Concept 20 A half DNA ladder is a template for copying the whole.

Matthew Meselson Franklin Stahl Arthur Kornberg Matthew Meselson and Franklin Stahl invented the technique of density gradient centrifugation and used this to prove that DNA is replicated semi-conservatively. Arthur Kornberg identified and isolated DNA polymerase I — one of the enzymes that can replicate DNA.

Franklin William Stahl (1929-)


Franklin Stahl

Franklin "Frank" Stahl was born in Boston. He received a B.A. from Harvard University in 1951. Stahl then went to the University of Rochester for graduate work.

While finishing up his Ph.D., Stahl attended a molecular biology course at Woods Hole. The course was being taught by James Watson and Francis Crick, and it was here that Stahl met Matthew Meselson. As they both tell it, during a break in the course, Meselson introduced himself to Stahl who was sitting under a big tree drinking and selling gin and tonics. At the time, Meselson was a graduate student at the California Institute of Technology; he was interested in exploring new methods of experimentation. Stahl had the experience and the math to help Meselson design these experiments. They hit it off right away and made plans for Stahl to do post-doctoral work at Caltech.

In 1957, Stahl and Meselson developed the technique of density gradient centrifugation and used it to prove that DNA was replicated in a semi-conservative way, as predicted by Watson and Crick in their 1953 paper. Meselson and Stahl's paper appeared in 1958.

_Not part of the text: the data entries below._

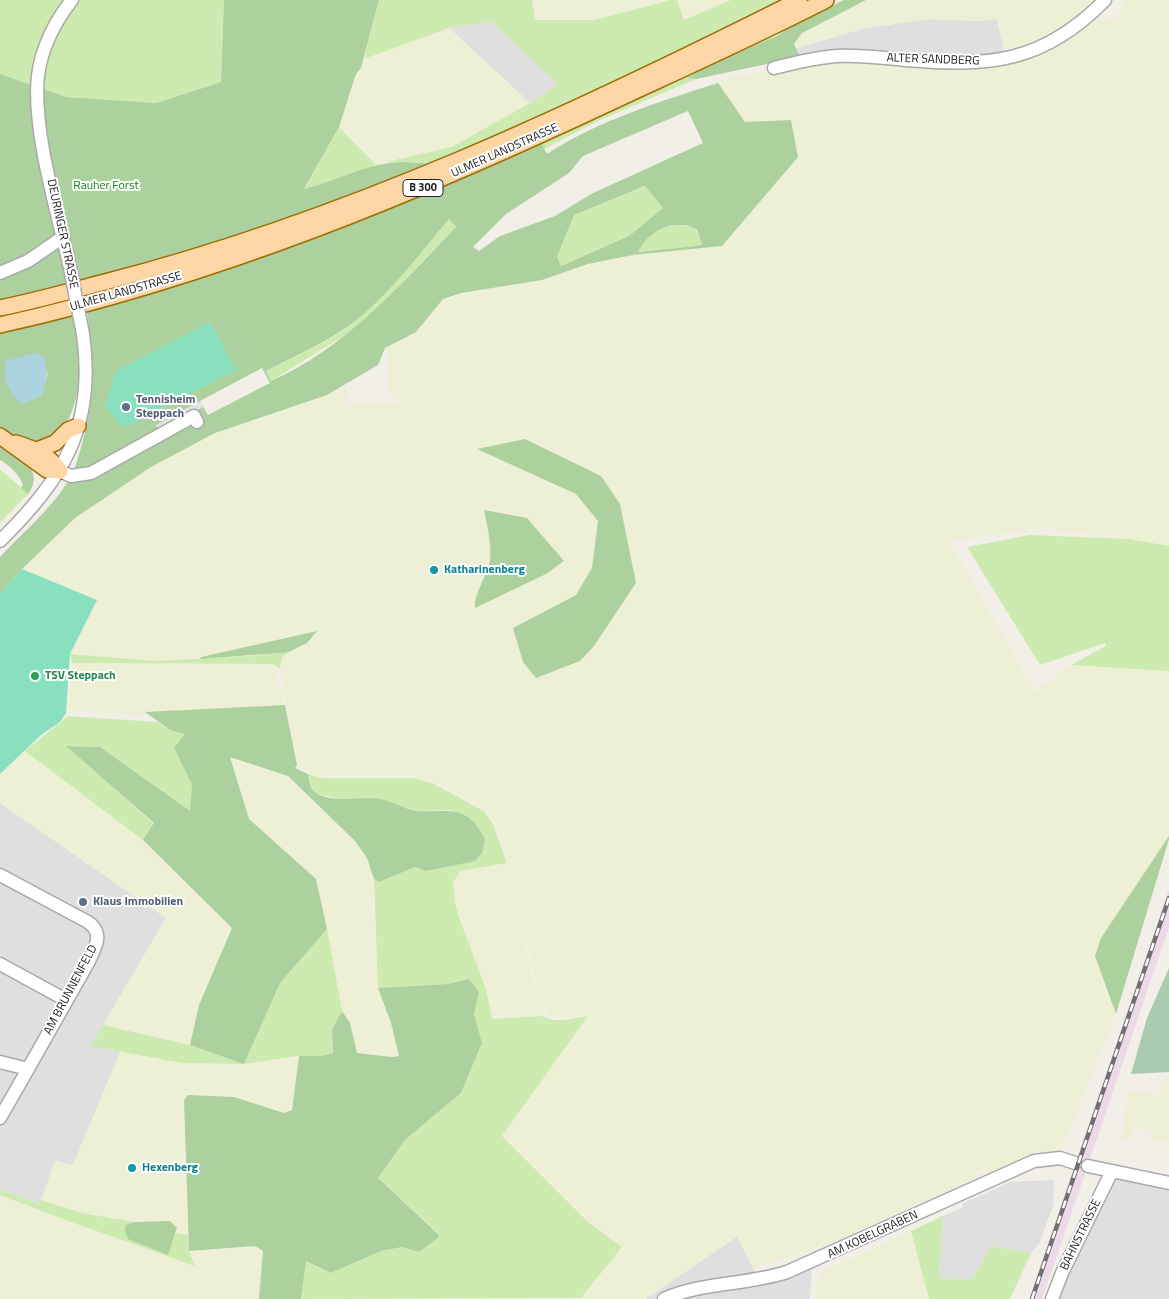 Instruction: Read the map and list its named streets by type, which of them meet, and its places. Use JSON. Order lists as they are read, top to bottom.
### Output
{
  "streets": {
    "main road": ["ULMER LANDSTRASSE", "B 300"],
    "street": [
      "ALTER SANDBERG",
      "DEURINGER STRASSE",
      "AM BRUNNENFELD",
      "AM KOBELGRABEN",
      "BAHNSTRASSE"
    ]
  },
  "crossings": [
    ["AM KOBELGRABEN", "BAHNSTRASSE"]
  ],
  "parks": ["Rauher Forst"],
  "places": [
    "Tennisheim Steppach",
    "Katharinenberg",
    "TSV Steppach",
    "Klaus Immobilien",
    "Hexenberg"
  ]
} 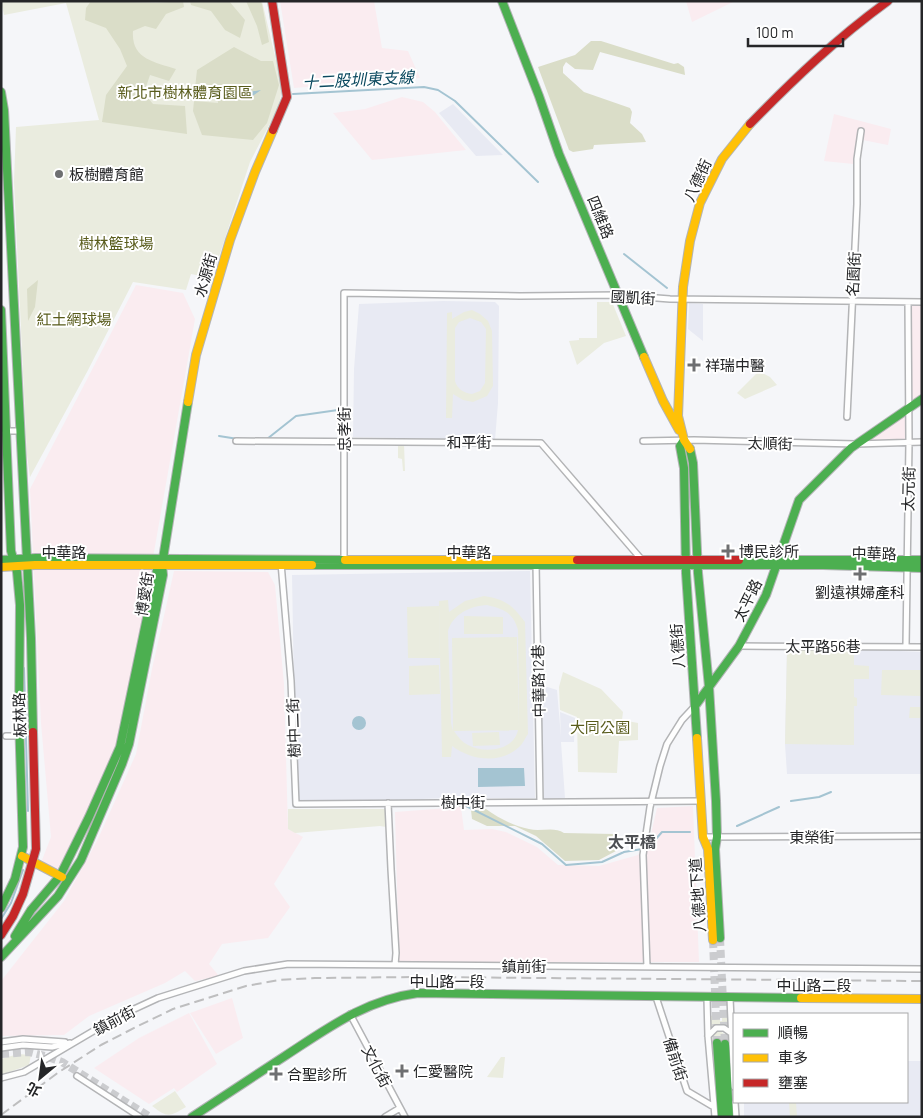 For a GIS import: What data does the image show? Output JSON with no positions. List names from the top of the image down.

In 1959, Stahl accepted a position at the University of Oregon where he is still a distinguished Emeritus P rofessor of Molecular Biology. He maintains a research interest on the mechanisms of genetic recombination.

factoid Did you know ?

Matthew Meselson was one of the scientists who investigated the use of biological agents in Vietnam. The U.S. government asked him to analyze the residue left by possible bio weapons. The samples turned out to be bee pollen.

Hmmm...

Initially, Meselson and Stahl used phage DNA in their density gradient experiments. Phage DNA did not band well in the centrifuge tubes and gave uninterpretable results. Why might this be so?